Moving Manuscripts from Hugo

The use of Markdown for your site is very helpful but not alll markdown formats are the same. Here is how I moved from Hugo to rstudio::distill for the manuscripts section of the lab webpage.

Published

December 13, 2021

As part of moving over from Hugo to Distill, I need to move over all my manuscripts. While putting everything into Markdown is a good idea for portability, there does not seem to be a very quick way to translate YAML. IN this case, the old YAML looked like this (n.b., they are all .md files, not .Rmd files like distill likes so the syntax hightlighting will not look right):

OldYAML

Which will need to be translated into the new YAML to resemble:

NewYAML

This may not be that big of an deal but at the end of the day, I’ve got a ton of folders that each represent each manuscript I’ve published. I was able to get a lot of it done using some quick perl like this:

perl -pi -e s/name =/name:/g file.md

However, there is going to be a lot of pain associated with some of it (authors & categories sections). For that, I’ll have to run some R code. Here is how I did it.
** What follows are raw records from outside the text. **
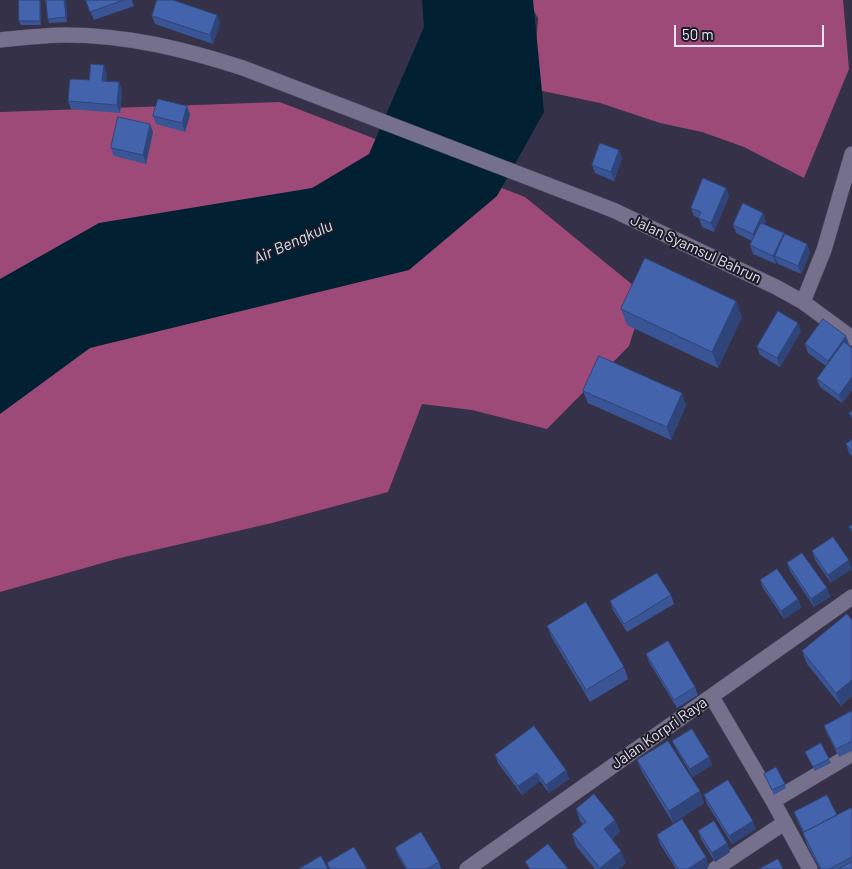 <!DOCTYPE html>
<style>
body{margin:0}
#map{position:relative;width:852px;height:869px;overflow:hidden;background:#353149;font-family:Barlow,sans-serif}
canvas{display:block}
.scale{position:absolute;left:674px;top:25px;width:150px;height:22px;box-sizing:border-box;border:2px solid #e5e3f3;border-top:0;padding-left:6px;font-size:15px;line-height:18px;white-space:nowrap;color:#e5e3f3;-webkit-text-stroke:4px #1d1b26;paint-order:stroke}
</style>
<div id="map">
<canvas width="852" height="869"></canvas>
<div class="scale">50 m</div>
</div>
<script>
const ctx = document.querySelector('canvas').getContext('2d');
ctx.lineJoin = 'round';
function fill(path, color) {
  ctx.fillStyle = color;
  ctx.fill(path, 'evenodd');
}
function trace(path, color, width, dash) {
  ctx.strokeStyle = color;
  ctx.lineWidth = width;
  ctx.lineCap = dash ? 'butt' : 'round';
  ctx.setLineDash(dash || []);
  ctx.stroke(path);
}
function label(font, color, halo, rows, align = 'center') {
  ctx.font = font + ' Barlow,sans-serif';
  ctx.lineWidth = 4;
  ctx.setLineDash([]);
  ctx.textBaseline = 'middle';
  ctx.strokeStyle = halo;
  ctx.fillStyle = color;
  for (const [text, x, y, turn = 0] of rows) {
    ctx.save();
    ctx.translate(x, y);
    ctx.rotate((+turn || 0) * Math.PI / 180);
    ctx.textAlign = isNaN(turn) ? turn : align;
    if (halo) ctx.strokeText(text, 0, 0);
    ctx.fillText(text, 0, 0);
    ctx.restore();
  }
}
const forest = new Path2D(`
 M527 0H843L849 69 804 178 744 147 702 132 660 123 600 103 533 89 538 18Z
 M280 102 525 197 645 295 629 346 547 429 472 410 422 404 388 492 272 523 120 558 0 592V112Z`);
const water = new Path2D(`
 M422 0H533L544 112 497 196 409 270 90 348 0 414V279L99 223 312 188 369 154 424 27Z`);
const street = new Path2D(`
 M0 40C21 38 44 35 65 35 127 35 184 49 243 68L613 210 776 287 803 302 852 338
 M803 302 824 250 852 154
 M712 697 773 801 810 869
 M773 801 852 754
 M467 869 852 597
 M715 869 784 823`);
const wall = new Path2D(`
 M66 0 67 22 49 23 48 19Z
 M86 0H132L134 6 94 20Z
 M41 4V25H21L19 21Z
 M217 15 220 24 213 44 155 24 152 16Z
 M107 74 106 81 119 82 122 91 120 113 71 109 68 101Z
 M187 106 190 115 185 132 156 124 153 116Z
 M153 132 146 164 114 156 111 148Z
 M622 158 614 181 595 173 592 165Z
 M729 196 714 232 702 227 699 218 694 216 691 208Z
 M766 221 764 224 784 233 785 236 807 244 810 253 801 274 778 264 777 261 776 264 753 254 750 245 752 241 736 233 733 225Z
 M736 301 742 317 718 368 627 325 621 309Z
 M801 331 780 367 760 355 757 347Z
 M805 344H849V345L852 348V390L842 403 820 387 817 379 826 366 808 353Z
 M583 391 686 405 671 440 588 403Z
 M852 440V456L849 453 846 444Z
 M833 537 831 583 815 560 812 551Z
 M787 563 827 588 830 597 814 607 790 571Z
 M760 580 798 599 801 608 784 619 763 588Z
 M671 595 674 604 627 632 613 610 610 601Z
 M852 620V696L841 706 807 664 802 651Z
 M547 626 624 667 628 679 590 702 552 638Z
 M646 654 695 687 698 695 677 708 649 662Z
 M852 711V751L839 757 827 734 824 726Z
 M672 741 712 765 693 777 676 749Z
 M805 752 829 759 831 763 815 771Z
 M495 755 566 770 569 779 549 793 540 781 522 795 498 763Z
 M637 760 704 803 673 823 642 772Z
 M764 774 785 784 786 788 774 795Z
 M704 795 756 829 732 844 707 804Z
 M576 809 615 820 620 832 612 839 626 863 618 869H595L576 846 572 834 583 824 580 821Z
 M852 810V869H820L807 845 803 833 797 820 794 812 837 815Z
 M698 831 727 843 730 852 715 862 701 839Z
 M657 835 709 866 704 869H676L660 844Z
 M395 848 439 862 441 869H406L398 856Z`);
const shadedWall = new Path2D(`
 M40 0 41 4V25L40 21Z
 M64 0H66L67 22 66 17Z
 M217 15 220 24 213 44 210 35Z
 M104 65 107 74 106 89 102 81Z
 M119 82 122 91 120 113 117 105Z
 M187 106 190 115 185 132 182 123Z
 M150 124 153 132 146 164 143 155Z
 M619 150 622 158 614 181 611 172Z
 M726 188 729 196 714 232 711 223Z
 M763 213 766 221 756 243 753 234Z
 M784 233 787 241 775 256 777 261 776 264 773 256Z
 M807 244 810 253 801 274 798 266Z
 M736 301 742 317 718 368 712 352Z
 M798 323 801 331 780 367 777 358Z
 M846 336 849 344 831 369 828 361Z
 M852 377V390L842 403 839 395Z
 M682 393 686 405 671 440 667 427Z
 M849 560 852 569 831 583 828 575Z
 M827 588 830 597 814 607 811 599Z
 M798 599 801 608 784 619 781 611Z
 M852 680V696L841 706 836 693Z
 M709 757 712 765 693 777 690 769Z
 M566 770 569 779 549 793 546 785Z
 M537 773 540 781 522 795 518 786Z
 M700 791 704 803 673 823 669 811Z
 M615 820 620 832 608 842 604 829Z
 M753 821 756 829 732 844 729 836Z
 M727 843 730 852 715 862 712 853Z
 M621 851 626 863 618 869H600V868Z
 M706 857 709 866 704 869H688Z`);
const building = new Path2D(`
 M19 0H40V21H19Z
 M46 0H64L66 17 48 19Z
 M86 0H124L90 12Z
 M157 0H173L217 15 210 35 152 16Z
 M91 64 104 65 102 81 119 82 117 105 68 101 70 79 89 80Z
 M158 99 187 106 182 123 153 116Z
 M118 117 150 124 143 155 111 148Z
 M600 143 619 150 611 172 592 165Z
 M703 178 726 188 711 223 698 218 701 212 691 208Z
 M743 203 763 213 753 234 733 225Z
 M761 223 784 233 773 256 750 245Z
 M785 234 807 244 798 266 775 256Z
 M645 258 736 301 712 352 621 309Z
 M778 311 798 323 777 358 757 347Z
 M823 319 846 336 828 361 805 344Z
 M844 342 852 348V377L839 395 817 379Z
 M599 356 682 393 667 427 583 391Z
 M852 411V418L849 413Z
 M852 440V452L846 444Z
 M852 525V531L849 527Z
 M833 537 849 560 828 575 812 551Z
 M802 553 827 588 811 599 787 563Z
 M777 569 798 599 781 611 760 580Z
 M657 573 671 595 624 624 610 601Z
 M586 602 624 667 586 690 547 626Z
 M847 614 852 620V680L836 693 802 651Z
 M668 641 695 687 674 700 646 654Z
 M852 711V741L836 749 824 726Z
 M534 726 566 770 546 785 537 773 518 786 495 755Z
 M692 729 709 757 690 769 672 741Z
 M668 741 700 791 669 811 637 760Z
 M821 743 829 759 813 767 805 752Z
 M776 767 785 784 772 790 764 774Z
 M728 780 753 821 729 836 704 795Z
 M594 794 615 820 604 829 621 851 600 868 572 834 586 822 576 809Z
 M827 795 837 815 804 832 794 812Z
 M851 808 852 810V857L829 869H821L803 833Z
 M682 819 706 857 688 869H678L657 835Z
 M714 821 727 843 712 853 698 831Z
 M421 832 439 862 427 869H407L395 848Z
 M548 844 568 869H530L525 862Z
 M354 847 367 869H330L327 863Z
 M321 856 328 869H299Z
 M778 859 783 869H759Z
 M852 862V869H839Z`);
const streetNames = [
 ["Jalan Syamsul Bahrun",696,249,25],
 ["Jalan Korpri Raya",659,733,-35]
];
const waterNames = [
 ["Air Bengkulu",293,242,-24]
];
fill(forest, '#9e4a79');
fill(water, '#012132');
trace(street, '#514d62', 16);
trace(street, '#75718c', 15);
fill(wall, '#3a5595');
fill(shadedWall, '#2f4579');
fill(building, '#4363ad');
trace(building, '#2f4579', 1);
label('15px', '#e5e3f3', '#1d1b26', streetNames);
label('italic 16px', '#cce2f1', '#1d1b26', waterNames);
</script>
files <- list.files(path="../../_manuscripts", 
                    recursive = TRUE,
                    full.names = TRUE,
                    pattern = "index.md")
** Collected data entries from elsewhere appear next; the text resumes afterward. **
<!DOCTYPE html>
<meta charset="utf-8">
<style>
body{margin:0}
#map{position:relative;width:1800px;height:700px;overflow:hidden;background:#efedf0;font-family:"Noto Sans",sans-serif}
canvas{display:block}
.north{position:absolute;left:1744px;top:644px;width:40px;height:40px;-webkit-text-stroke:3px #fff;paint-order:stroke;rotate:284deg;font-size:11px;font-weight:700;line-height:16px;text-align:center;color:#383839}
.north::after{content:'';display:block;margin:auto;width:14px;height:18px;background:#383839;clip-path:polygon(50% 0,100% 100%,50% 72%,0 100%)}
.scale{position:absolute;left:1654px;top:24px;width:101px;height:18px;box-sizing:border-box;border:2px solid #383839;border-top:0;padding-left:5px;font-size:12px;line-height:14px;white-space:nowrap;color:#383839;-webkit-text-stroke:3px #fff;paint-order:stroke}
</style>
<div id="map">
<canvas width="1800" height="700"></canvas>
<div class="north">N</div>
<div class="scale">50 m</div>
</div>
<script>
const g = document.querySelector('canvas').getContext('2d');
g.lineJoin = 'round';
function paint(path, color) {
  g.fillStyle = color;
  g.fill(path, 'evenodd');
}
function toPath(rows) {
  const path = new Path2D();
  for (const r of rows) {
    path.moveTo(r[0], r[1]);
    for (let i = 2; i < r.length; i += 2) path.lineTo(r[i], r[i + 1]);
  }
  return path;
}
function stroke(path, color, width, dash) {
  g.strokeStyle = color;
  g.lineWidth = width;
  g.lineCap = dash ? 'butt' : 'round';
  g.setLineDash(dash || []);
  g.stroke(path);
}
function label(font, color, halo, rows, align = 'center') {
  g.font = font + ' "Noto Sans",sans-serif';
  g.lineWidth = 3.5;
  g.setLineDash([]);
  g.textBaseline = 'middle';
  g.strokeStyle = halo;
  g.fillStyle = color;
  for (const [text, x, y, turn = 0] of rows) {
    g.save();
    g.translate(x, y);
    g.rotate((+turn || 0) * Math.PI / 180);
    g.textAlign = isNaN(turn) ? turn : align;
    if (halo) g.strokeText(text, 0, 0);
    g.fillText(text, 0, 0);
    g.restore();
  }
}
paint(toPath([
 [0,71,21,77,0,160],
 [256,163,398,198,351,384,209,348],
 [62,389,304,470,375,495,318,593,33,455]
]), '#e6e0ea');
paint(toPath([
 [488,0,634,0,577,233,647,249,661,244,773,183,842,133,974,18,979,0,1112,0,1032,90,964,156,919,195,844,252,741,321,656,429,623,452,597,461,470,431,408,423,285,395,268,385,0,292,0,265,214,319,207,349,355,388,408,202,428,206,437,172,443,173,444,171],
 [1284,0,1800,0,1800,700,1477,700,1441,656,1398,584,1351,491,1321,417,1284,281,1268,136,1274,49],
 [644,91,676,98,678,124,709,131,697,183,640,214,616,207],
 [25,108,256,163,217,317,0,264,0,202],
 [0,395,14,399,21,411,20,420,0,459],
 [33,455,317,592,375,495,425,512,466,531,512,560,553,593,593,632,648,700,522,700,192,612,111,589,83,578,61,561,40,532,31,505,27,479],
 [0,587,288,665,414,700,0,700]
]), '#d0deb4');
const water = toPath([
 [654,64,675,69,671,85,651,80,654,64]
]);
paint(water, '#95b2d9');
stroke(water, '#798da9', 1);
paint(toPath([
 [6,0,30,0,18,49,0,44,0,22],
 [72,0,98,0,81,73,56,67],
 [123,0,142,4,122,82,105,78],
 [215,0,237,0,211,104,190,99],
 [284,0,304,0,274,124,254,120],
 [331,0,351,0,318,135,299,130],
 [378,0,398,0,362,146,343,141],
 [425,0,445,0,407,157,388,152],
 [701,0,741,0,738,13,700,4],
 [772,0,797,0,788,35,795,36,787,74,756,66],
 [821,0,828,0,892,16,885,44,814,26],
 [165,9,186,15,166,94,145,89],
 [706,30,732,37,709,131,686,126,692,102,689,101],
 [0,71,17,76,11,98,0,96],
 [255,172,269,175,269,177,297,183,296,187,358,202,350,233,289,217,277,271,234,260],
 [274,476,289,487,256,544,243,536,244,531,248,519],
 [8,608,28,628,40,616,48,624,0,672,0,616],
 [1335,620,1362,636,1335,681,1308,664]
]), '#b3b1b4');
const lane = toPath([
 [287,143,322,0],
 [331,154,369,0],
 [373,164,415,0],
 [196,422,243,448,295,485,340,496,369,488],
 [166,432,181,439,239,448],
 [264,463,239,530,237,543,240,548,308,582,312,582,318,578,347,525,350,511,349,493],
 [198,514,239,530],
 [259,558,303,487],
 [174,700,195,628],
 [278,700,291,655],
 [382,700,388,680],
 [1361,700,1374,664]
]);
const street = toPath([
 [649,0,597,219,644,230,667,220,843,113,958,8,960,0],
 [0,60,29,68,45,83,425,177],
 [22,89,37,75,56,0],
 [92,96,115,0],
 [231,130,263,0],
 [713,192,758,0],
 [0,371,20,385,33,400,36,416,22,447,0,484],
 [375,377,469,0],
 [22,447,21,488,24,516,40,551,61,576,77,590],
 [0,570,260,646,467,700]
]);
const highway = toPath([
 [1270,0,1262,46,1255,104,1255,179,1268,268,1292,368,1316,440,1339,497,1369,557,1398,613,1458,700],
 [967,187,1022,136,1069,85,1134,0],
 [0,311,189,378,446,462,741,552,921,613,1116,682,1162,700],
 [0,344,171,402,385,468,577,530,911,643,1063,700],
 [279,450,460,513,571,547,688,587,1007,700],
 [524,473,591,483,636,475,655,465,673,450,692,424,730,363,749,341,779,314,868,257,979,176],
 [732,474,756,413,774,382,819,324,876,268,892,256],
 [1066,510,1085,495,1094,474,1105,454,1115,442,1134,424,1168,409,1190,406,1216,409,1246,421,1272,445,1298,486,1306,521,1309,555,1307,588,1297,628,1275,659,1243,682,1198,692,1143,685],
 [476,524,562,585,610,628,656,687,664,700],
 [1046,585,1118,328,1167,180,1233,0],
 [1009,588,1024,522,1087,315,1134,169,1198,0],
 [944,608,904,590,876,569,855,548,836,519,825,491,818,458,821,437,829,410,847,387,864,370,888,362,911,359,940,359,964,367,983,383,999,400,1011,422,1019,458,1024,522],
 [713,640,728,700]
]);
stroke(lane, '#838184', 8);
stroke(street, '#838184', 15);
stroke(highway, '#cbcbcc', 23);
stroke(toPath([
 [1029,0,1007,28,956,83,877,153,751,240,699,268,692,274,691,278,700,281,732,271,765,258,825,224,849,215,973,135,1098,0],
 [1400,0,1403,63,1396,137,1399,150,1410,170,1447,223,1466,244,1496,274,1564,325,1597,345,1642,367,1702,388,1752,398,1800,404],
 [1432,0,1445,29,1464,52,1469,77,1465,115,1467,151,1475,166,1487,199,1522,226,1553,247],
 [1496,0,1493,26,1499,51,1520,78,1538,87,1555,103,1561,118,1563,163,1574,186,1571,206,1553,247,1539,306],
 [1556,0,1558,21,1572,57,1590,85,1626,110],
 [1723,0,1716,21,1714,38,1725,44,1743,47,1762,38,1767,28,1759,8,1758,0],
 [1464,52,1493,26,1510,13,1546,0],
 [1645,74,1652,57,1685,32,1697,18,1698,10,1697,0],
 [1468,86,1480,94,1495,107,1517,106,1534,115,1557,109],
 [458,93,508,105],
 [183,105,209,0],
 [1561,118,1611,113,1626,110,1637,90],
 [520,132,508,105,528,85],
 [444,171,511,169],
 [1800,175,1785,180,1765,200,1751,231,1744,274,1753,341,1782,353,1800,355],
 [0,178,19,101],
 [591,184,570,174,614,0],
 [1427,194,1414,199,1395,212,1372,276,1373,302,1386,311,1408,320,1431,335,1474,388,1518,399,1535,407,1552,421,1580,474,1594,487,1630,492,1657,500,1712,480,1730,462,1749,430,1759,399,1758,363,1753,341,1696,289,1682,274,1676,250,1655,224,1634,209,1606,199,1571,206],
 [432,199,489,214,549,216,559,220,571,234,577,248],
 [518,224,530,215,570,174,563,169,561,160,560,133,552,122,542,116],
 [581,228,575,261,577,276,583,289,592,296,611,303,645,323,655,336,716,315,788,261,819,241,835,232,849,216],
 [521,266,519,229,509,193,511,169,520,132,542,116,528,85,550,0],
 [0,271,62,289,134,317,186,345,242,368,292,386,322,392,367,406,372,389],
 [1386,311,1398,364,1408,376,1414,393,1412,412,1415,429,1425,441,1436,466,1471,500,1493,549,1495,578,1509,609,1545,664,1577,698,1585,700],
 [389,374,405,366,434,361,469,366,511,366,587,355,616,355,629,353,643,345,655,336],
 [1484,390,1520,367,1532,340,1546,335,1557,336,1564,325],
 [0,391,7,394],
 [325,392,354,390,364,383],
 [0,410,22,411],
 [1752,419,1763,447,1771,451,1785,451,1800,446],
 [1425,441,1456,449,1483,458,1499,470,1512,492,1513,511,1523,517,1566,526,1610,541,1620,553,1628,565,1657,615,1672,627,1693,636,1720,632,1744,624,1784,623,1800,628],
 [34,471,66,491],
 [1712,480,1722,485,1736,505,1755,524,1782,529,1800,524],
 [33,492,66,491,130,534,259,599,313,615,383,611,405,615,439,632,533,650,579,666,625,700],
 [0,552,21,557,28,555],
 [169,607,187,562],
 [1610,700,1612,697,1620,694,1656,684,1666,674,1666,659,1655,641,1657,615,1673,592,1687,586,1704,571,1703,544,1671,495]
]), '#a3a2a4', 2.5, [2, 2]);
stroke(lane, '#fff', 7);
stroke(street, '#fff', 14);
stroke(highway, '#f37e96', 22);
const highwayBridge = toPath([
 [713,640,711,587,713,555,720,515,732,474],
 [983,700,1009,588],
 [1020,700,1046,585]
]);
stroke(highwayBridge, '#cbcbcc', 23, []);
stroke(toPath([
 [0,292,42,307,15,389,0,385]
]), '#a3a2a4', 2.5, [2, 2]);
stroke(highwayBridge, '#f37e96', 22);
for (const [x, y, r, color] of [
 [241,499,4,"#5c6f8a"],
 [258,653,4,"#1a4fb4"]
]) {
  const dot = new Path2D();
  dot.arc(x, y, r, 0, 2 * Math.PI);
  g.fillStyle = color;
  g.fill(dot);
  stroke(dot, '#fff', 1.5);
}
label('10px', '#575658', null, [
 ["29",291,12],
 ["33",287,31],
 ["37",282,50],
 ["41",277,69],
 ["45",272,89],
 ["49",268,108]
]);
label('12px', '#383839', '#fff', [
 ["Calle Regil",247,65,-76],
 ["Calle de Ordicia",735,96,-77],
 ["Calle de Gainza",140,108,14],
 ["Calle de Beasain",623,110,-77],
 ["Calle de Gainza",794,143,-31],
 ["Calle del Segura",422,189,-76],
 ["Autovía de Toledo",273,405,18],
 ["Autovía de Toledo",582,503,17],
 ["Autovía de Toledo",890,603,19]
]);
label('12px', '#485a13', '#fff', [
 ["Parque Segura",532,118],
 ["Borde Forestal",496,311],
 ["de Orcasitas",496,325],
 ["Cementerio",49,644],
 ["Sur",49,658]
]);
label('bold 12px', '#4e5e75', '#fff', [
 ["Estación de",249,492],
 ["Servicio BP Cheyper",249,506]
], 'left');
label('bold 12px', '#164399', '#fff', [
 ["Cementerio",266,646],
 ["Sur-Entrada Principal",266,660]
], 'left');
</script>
So, for each of these files, I need to:

  1. Load markdown file
  2. Save as Rmd
  3. Use some terminal magic to convert over yaml formatting.

So here it goes:

for( file in files ) { 
  newfile <- gsub(".md", ".Rmd", file,perl = TRUE)
  cmd <- paste("mv",file, newfile )
  system( cmd )
}

OK, so that was sufficient for me to get things good enough to compile. And it looks… meh.

Nailed it!

I put all the manuscripts in its own category and subfolder but it has all the abstract shoved into the description. However, that causes some issues because some of the abstracts are long and it makes for an unreasonable view of the manuscripts.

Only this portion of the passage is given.